Alex pulled one of his business cards out of his jacket pocket and passed it over.
“Alex Lockerby,” he said. “I’m a private detective.”
“Lockerby?” Brother Williams said, his brow suddenly furrowing. “Not Father Clementine’s ward?”
Alex grinned at that despite his irritation.
“Guilty,” he said.
“I’m so sorry about his loss,” Williams said, clearly meaning it. “They don’t make many men like that.”
Brother Williams handed Alex back his card and motioned them toward the dining hall.
“Let’s see if we can find your missing man,” he said. “Then maybe you’d like me to show you around the new Brotherhood of Hope.”
“How about that?” Alex said, fighting to keep his voice calm. “What’s the idea of using that name?”
Williams looked stricken for a moment,
but that quickly shifted to concern.
“We meant it to honor Father Clementine,” he said, pushing open the double doors.

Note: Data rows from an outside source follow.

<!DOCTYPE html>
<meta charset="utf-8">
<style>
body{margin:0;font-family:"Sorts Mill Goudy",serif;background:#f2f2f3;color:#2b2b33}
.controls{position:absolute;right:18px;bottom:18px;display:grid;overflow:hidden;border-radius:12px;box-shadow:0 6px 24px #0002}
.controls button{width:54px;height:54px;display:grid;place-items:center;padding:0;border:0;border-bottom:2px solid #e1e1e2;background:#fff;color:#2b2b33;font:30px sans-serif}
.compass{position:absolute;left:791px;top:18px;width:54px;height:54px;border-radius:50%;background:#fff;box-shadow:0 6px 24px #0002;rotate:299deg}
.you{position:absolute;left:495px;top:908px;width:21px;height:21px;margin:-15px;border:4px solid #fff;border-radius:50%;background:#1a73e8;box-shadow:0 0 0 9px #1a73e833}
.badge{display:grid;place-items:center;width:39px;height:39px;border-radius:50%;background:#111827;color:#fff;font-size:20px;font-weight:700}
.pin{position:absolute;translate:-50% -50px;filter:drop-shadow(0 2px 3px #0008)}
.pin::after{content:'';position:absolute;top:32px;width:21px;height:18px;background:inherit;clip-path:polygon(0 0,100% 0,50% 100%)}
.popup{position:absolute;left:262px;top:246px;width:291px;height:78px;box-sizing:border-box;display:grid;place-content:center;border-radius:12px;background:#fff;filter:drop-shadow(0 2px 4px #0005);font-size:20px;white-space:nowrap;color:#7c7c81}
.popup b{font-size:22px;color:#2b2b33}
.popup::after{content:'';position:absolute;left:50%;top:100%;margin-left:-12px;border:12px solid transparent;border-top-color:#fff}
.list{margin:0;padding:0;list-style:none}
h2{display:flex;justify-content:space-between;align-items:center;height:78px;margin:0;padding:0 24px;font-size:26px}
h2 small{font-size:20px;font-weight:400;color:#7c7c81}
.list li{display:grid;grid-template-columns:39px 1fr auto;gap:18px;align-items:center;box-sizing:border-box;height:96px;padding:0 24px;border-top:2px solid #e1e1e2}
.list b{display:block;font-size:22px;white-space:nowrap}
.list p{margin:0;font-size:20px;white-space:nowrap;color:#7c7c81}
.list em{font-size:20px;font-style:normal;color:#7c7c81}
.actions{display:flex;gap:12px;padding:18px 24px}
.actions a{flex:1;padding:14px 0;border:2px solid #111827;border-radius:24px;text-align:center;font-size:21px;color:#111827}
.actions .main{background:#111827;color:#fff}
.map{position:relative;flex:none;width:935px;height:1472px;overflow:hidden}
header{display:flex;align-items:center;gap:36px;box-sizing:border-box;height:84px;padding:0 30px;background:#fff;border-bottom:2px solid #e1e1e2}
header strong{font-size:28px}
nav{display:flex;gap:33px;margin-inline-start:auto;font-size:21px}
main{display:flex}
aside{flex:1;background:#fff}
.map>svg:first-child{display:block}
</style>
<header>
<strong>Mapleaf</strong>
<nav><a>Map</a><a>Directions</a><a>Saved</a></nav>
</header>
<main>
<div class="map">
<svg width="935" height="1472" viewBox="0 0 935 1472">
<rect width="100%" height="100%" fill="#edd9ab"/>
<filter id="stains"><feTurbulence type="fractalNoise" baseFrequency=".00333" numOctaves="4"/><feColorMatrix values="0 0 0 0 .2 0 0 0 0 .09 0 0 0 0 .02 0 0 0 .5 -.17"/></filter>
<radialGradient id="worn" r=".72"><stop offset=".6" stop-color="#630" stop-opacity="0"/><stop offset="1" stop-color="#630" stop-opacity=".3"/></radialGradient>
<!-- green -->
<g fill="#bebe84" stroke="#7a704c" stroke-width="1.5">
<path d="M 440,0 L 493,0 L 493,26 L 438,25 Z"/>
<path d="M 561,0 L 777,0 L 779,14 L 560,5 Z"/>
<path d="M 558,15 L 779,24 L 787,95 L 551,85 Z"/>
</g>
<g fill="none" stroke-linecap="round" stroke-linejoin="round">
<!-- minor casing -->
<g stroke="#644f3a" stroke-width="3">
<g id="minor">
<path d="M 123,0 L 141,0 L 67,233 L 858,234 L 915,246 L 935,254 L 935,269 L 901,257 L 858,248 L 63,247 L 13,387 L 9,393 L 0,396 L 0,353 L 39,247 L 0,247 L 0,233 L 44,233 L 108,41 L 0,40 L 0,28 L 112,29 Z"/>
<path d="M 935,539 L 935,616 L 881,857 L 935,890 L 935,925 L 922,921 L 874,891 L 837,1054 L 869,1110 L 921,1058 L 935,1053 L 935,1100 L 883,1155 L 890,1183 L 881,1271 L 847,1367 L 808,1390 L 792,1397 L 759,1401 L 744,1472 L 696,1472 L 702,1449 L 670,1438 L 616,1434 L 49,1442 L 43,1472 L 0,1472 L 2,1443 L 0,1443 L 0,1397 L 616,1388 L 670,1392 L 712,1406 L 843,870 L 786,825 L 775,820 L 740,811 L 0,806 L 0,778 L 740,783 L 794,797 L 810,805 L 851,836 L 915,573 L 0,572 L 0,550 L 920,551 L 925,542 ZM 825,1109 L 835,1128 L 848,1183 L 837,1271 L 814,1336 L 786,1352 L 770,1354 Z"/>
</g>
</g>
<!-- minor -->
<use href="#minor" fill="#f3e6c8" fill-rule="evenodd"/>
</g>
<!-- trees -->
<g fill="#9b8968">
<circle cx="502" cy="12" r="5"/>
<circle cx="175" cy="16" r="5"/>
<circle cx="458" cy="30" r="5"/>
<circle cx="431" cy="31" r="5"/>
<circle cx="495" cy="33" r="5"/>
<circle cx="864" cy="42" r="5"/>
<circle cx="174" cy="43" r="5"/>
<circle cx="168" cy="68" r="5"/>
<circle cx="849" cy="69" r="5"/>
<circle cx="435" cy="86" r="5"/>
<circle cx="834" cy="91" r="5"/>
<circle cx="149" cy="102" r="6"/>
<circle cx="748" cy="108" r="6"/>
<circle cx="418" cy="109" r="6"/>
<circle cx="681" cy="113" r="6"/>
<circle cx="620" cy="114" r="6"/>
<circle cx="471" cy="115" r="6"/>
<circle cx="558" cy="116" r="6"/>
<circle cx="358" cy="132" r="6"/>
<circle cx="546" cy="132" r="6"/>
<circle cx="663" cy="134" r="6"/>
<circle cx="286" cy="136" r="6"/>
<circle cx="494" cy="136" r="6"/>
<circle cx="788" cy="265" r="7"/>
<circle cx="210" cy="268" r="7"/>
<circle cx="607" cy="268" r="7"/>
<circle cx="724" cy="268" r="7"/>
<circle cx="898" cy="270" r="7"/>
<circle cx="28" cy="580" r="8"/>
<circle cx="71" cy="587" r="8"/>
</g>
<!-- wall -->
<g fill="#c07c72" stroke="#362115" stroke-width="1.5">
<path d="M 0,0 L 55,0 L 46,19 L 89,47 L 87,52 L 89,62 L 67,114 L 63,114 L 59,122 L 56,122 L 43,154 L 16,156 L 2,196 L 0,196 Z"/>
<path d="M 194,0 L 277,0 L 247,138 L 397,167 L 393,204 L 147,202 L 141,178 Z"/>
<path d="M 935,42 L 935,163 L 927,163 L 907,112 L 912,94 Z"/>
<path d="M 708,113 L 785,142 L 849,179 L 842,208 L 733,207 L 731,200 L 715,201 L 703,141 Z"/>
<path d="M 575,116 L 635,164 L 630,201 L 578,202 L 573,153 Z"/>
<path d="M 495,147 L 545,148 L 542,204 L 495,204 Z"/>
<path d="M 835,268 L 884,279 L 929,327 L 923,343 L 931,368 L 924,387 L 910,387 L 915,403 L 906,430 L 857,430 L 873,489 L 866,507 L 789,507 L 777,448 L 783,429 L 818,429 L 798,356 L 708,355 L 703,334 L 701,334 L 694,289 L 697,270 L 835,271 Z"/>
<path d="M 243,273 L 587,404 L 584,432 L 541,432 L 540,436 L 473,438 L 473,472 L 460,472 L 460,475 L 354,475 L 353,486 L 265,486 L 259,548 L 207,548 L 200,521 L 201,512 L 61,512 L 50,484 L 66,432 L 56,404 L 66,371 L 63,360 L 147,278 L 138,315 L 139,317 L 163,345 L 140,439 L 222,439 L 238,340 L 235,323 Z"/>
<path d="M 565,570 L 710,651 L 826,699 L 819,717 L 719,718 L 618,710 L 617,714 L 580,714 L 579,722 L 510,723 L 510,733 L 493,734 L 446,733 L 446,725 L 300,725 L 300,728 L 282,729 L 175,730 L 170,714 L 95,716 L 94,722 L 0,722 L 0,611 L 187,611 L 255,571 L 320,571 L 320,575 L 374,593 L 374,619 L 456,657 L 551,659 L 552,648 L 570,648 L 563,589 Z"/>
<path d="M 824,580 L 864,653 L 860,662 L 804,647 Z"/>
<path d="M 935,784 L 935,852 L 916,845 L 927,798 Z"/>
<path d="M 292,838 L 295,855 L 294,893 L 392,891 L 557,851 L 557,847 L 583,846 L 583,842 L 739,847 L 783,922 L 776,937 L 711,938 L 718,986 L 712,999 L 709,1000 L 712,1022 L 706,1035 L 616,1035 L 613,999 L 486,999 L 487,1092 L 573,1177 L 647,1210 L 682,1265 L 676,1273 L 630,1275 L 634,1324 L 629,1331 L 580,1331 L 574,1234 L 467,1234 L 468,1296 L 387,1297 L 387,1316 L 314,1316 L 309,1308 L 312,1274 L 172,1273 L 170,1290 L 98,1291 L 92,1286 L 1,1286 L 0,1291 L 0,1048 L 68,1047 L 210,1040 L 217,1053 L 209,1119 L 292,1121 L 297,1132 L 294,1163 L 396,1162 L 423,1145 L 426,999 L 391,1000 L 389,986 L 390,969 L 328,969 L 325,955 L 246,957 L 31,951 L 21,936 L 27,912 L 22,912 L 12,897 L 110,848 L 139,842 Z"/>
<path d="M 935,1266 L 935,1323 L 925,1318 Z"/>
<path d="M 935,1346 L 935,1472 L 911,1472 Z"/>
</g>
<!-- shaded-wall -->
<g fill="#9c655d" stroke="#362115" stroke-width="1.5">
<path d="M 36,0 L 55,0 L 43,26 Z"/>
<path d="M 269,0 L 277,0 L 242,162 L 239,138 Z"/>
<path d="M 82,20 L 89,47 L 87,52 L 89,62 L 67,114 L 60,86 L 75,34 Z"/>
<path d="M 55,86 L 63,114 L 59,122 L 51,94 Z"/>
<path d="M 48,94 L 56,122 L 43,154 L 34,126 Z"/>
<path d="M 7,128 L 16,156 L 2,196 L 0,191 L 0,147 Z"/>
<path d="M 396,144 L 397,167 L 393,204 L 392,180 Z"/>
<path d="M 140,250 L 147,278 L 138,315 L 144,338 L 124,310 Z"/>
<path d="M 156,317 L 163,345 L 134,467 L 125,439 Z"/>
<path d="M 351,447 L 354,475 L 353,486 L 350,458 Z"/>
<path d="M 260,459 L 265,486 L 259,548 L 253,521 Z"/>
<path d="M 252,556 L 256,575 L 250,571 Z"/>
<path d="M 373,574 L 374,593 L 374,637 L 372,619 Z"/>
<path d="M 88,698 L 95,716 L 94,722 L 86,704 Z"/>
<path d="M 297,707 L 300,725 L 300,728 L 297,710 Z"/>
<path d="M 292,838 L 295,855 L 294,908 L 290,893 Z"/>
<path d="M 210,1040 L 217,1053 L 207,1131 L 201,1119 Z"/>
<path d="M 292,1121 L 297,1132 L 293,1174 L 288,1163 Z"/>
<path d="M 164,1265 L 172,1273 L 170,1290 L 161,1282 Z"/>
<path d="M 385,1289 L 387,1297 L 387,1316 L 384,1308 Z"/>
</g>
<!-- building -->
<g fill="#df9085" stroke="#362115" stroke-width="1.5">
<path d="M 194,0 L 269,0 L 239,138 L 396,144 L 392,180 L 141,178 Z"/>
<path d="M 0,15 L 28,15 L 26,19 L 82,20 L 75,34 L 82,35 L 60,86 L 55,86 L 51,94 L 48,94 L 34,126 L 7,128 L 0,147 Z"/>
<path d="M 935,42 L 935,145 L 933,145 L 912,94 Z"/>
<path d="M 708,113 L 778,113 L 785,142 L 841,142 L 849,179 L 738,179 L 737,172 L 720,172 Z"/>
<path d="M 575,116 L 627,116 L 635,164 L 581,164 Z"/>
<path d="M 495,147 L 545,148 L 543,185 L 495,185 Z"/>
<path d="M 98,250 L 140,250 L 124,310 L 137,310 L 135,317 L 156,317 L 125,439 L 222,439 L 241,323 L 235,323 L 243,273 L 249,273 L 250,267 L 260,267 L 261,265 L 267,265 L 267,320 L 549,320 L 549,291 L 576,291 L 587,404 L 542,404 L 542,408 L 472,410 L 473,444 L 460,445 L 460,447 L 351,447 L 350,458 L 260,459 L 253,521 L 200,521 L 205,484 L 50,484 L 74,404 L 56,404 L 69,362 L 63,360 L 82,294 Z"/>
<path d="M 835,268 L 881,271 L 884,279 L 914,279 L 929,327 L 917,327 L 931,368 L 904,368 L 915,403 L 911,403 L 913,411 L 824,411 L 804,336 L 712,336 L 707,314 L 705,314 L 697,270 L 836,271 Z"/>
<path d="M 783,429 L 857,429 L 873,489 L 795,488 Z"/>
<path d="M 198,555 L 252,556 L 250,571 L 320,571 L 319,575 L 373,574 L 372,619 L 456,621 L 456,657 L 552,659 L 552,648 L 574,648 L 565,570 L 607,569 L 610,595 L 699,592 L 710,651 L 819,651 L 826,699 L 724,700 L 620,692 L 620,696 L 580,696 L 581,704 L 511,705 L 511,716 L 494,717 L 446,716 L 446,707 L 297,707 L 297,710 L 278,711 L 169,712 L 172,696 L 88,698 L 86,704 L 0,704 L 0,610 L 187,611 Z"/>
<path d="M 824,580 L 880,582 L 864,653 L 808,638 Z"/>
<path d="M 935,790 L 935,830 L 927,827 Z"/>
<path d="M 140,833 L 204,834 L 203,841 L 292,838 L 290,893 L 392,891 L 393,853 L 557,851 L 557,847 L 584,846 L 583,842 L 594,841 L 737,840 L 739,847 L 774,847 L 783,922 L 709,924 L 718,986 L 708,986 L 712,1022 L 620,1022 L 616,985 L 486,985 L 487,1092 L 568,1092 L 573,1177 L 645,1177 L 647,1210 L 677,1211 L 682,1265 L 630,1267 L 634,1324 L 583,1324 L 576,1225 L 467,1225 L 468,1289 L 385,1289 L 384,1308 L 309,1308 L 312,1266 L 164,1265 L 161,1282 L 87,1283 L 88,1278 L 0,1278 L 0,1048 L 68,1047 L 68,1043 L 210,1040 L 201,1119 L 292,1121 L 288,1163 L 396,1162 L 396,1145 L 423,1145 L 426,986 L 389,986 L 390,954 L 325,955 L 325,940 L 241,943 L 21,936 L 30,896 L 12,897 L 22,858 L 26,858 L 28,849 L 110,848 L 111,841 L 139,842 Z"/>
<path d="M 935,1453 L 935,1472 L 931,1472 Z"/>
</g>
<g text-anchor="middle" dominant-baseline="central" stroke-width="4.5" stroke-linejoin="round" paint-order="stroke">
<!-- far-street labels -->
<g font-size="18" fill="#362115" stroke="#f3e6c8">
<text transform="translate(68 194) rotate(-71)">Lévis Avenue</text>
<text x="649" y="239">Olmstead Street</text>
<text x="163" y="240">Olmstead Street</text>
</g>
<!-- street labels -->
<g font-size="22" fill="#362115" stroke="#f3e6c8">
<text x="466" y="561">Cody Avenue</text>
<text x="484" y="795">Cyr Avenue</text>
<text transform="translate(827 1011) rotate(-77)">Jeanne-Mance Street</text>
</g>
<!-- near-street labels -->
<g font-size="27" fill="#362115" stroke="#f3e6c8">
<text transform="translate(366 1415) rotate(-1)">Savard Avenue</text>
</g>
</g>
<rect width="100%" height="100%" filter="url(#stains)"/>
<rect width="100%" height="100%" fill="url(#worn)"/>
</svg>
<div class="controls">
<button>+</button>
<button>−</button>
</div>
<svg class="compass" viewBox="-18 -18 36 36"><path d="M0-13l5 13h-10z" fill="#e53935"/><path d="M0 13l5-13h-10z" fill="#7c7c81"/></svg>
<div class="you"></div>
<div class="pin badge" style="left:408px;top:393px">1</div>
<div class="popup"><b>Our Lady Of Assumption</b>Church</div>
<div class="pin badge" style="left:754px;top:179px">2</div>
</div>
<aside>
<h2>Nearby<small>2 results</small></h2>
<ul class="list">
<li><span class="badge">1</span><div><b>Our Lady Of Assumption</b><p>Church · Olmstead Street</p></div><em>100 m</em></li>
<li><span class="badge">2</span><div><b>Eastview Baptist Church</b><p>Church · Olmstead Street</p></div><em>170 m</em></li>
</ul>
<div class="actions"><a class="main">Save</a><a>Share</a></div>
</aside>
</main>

The room beyond was twice the size of the dining hall at the old mission, and that one had been in an old skating rink. Rows and rows of tables were laid out with benches and chairs where more than a hundred ragged men and women were eating. Along the far wall were counters where nuns dished out food.
“Grandfather!” Karen shrieked, and took off running.
Alex recognized Dr. Burnham before she reached him. He was thinner and grayer than he had been in the photographs on the workshop wall, but that was all. Alex started to step forward, but Brother Williams grabbed his arm.
“I was afraid he might be the one you were looking for,” he said in a low voice.
Alex looked at Dr. Burnham as Karen stood, talking eagerly to him. Nothing registered in his face; it was as if he was looking at a stranger.
“What’s wrong with him?” Alex asked.
“One of the local policemen found him wandering the streets last night,” Williams said. “He was confused but didn’t seem to be in any danger, so they brought him here. He doesn’t remember who he is.”
4
Examinations
An hour later, Alex helped Dr. Burnham out of a taxi and across the gravel walk to his front door. For a man in his seventies, he seemed strong enough, but he walked with an unsteady wobble that required him to hold on to Alex’s arm for balance. There was a dark purple bruise on his cheek, cuts on the backs of his hands, and his clothes were stained and dirty.
“I’ll get the door,” Karen said, running ahead of them. She produced a key and let them in, switching the light on as Alex and her grandfather came through.
“Home,” Dr. Burnham said in a dazed voice. He hadn’t spoken much since they found him, and so far there was no sign the he recognized Karen at all. Alex took his declaration that this place was home as a good sign.
“His bedroom is up the stairs on the left,” Karen said, heading for the kitchen.
“Where’s that doctor you called?” Alex asked, guiding his charge toward the stairs.